“Os Suicidas Posaban Para A Foto Antes De Cair No Vazio”

“Os Suicidas Posaban Para A Foto Antes De Cair No Vazio”

É um termo que cunhou dois professores escoceses, em 1996, ao entender o crescente interesse por viajar para lugares sinistros. Mas sempre existiu, basta recordar as competições de gladiadores, o povo gostava de acompanhar a morte em directo.

A zona zero é uma das maiores atrações de Nova York, guias especializados te explicar todos as informações. E graças à série da HBO a respeito Chernobyl, existe um boom de visitas. Mas se é radioativo! Antes da série visitavam Prípiat, a cidade fantasma engullida na vegetação, onde se diz que há animais bicéfalos, em torno de setenta pessoas por ano. Como irão vestidos de astronautas? A Fukushima irão por volta de 2.000 turistas por ano. Se você colocar uma mão você permanecer sem ela. Sim, os animais que se aproximam demasiado morrem, e como um dos compostos da água é um robusto conservante, ficam petrificados.

  1. Distrito 4. Compreende a cota oeste do centro, que acrescenta os bairros de: Coya e Bouzas
  2. Surianos de Longo Liso (micro computador com maior antiguidade no Estado de Guerrero)
  3. Grau de problema: médio
  4. Adicione experiências e eventos ao seu itinerário

O lago é cercado por eles. O fotógrafo Nick Brandt fez umas imagens artísticas desses animais que são trending topic. Impactam os passeios de assassinos. Turismo em alta. Vence o tour guiado de Mary King’s Close em Edimburgo.

Quando chegou a época da peste negra, no século XVI, as autoridades resolveram enterrar uma divisão da cidade, lá ficaram todos os enfermos, moribundos e familiares saudáveis. Sim, e foi montada uma nova cidade acima. Há alguns anos se abriu e é fascinante passear por aquelas ruas congeladas no tempo, a 20 metros perante o solo. Nos anos trinta, foi inaugurado o hotel e O Salto de Cundinamarca, na Colômbia, próximo a uma imensa cascata e sobre o assunto um penhasco. Mas o hotel caiu em desgraça quando se criou uma represa, a água perdeu força e a poluição começou a emponzoñar o lago.
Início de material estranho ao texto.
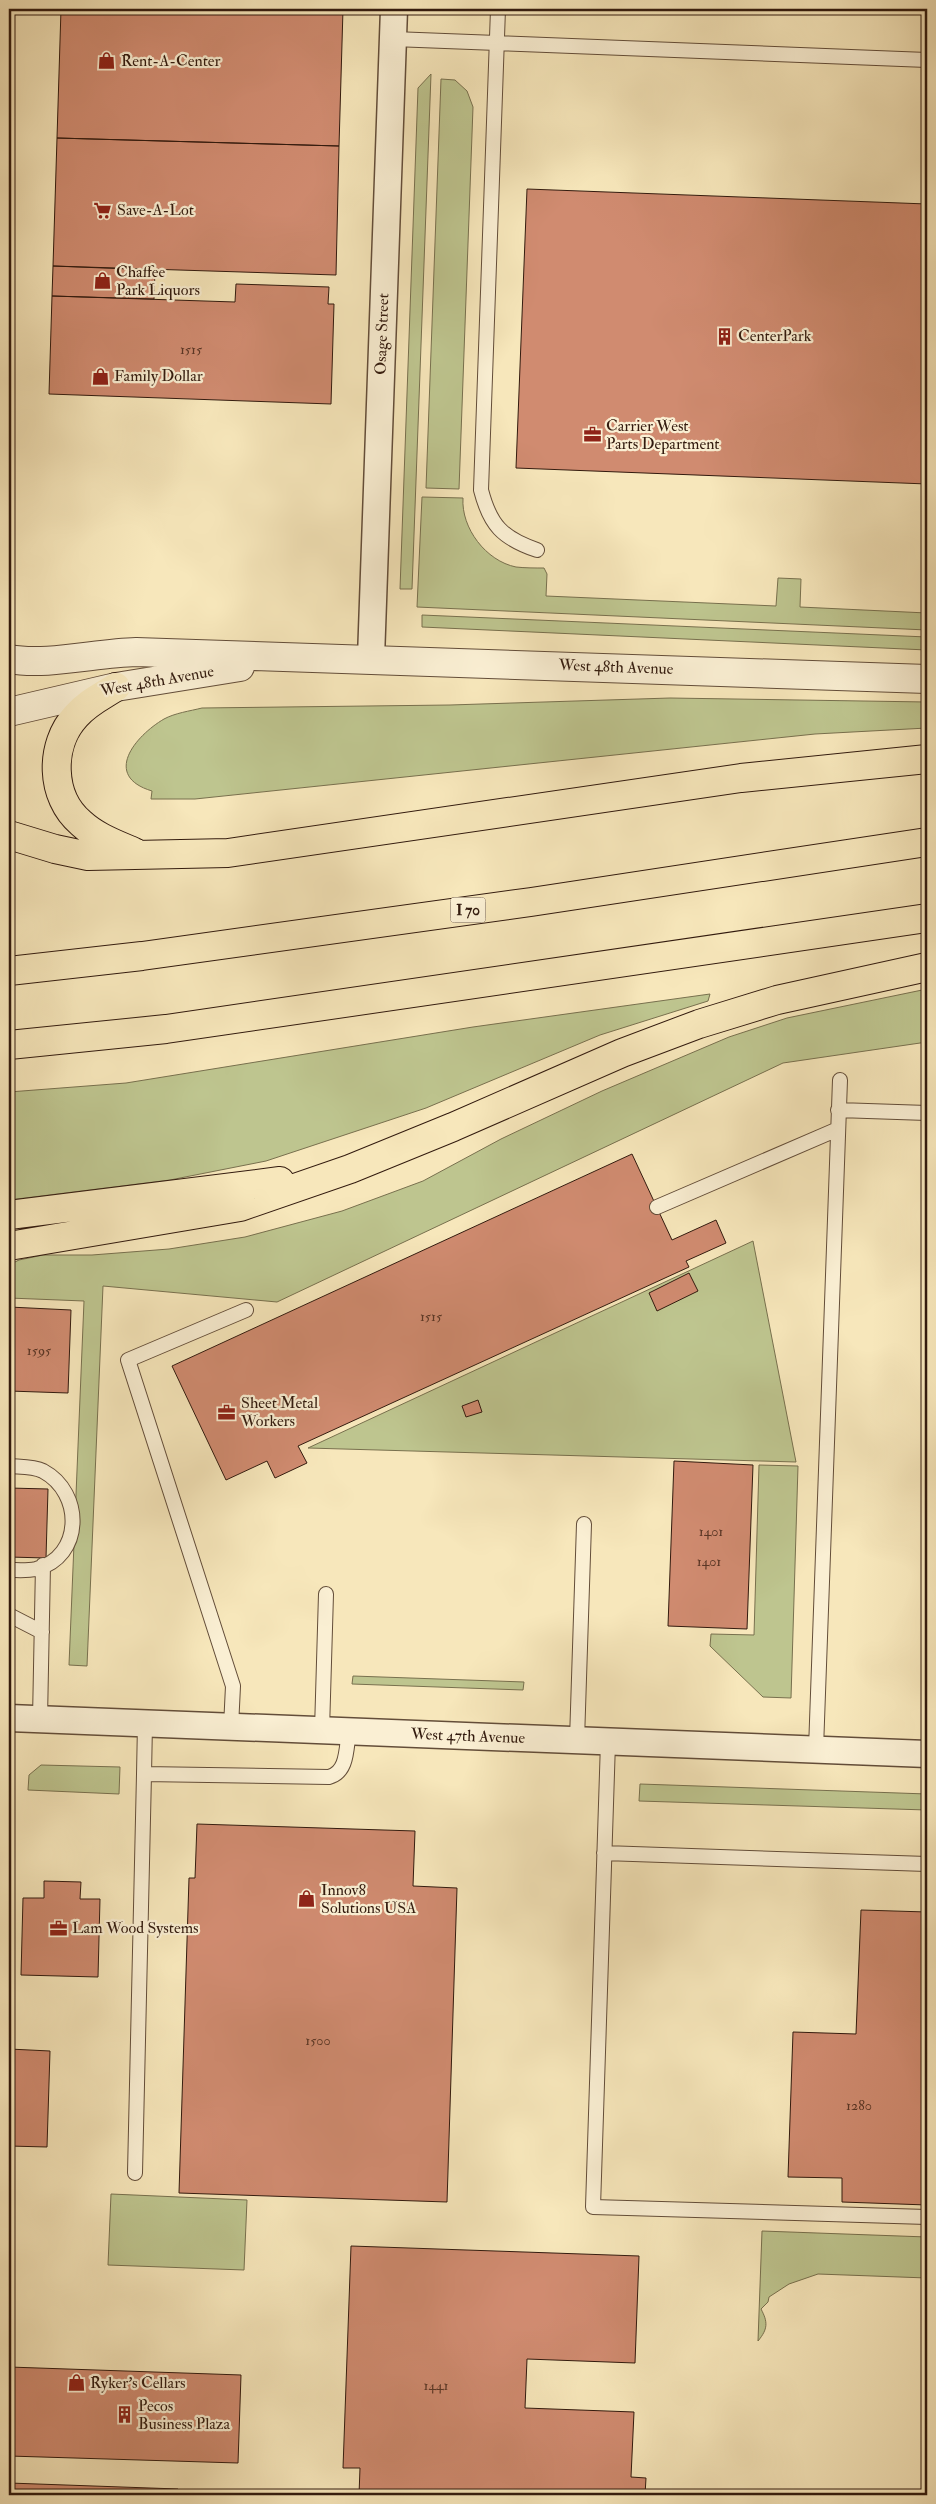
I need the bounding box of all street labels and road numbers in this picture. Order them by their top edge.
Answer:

O hotel foi fechado?

Sim, e a gente começou a ir lá pra matar, eram tantos que os moradores iam passar o dia para ver de perto como estavam os suicidas e a retirar fotografias com eles. Os suicidas posaban antes de cair. Há diversas histórias de fantasmas em redor nesse hotel hoje transformado em museu.

Falando de suicidas, de outro ponto de atração turística é a floresta de Aokigahara, a cem km de Tóquio, que detém o superior índice de suicídios de toda a Ásia, por volta de cem pessoas por ano. Se um japonês se tira as vias do trem a família precisa indenizar os passageiros por atrasos causados, assim que eles irão parar pela floresta para não causar nenhum incômodo para a família.

Muito considerados, os nipônicos. A floresta está cheia de cartazes: “Não faça isso”, “imagine em sua família”, mesmo há telefones de atendimento psicológico vinte e quatro h por dia; e se te arrependeres laços vermelhos ajudam a descobrir a saída nesse bosque fechado.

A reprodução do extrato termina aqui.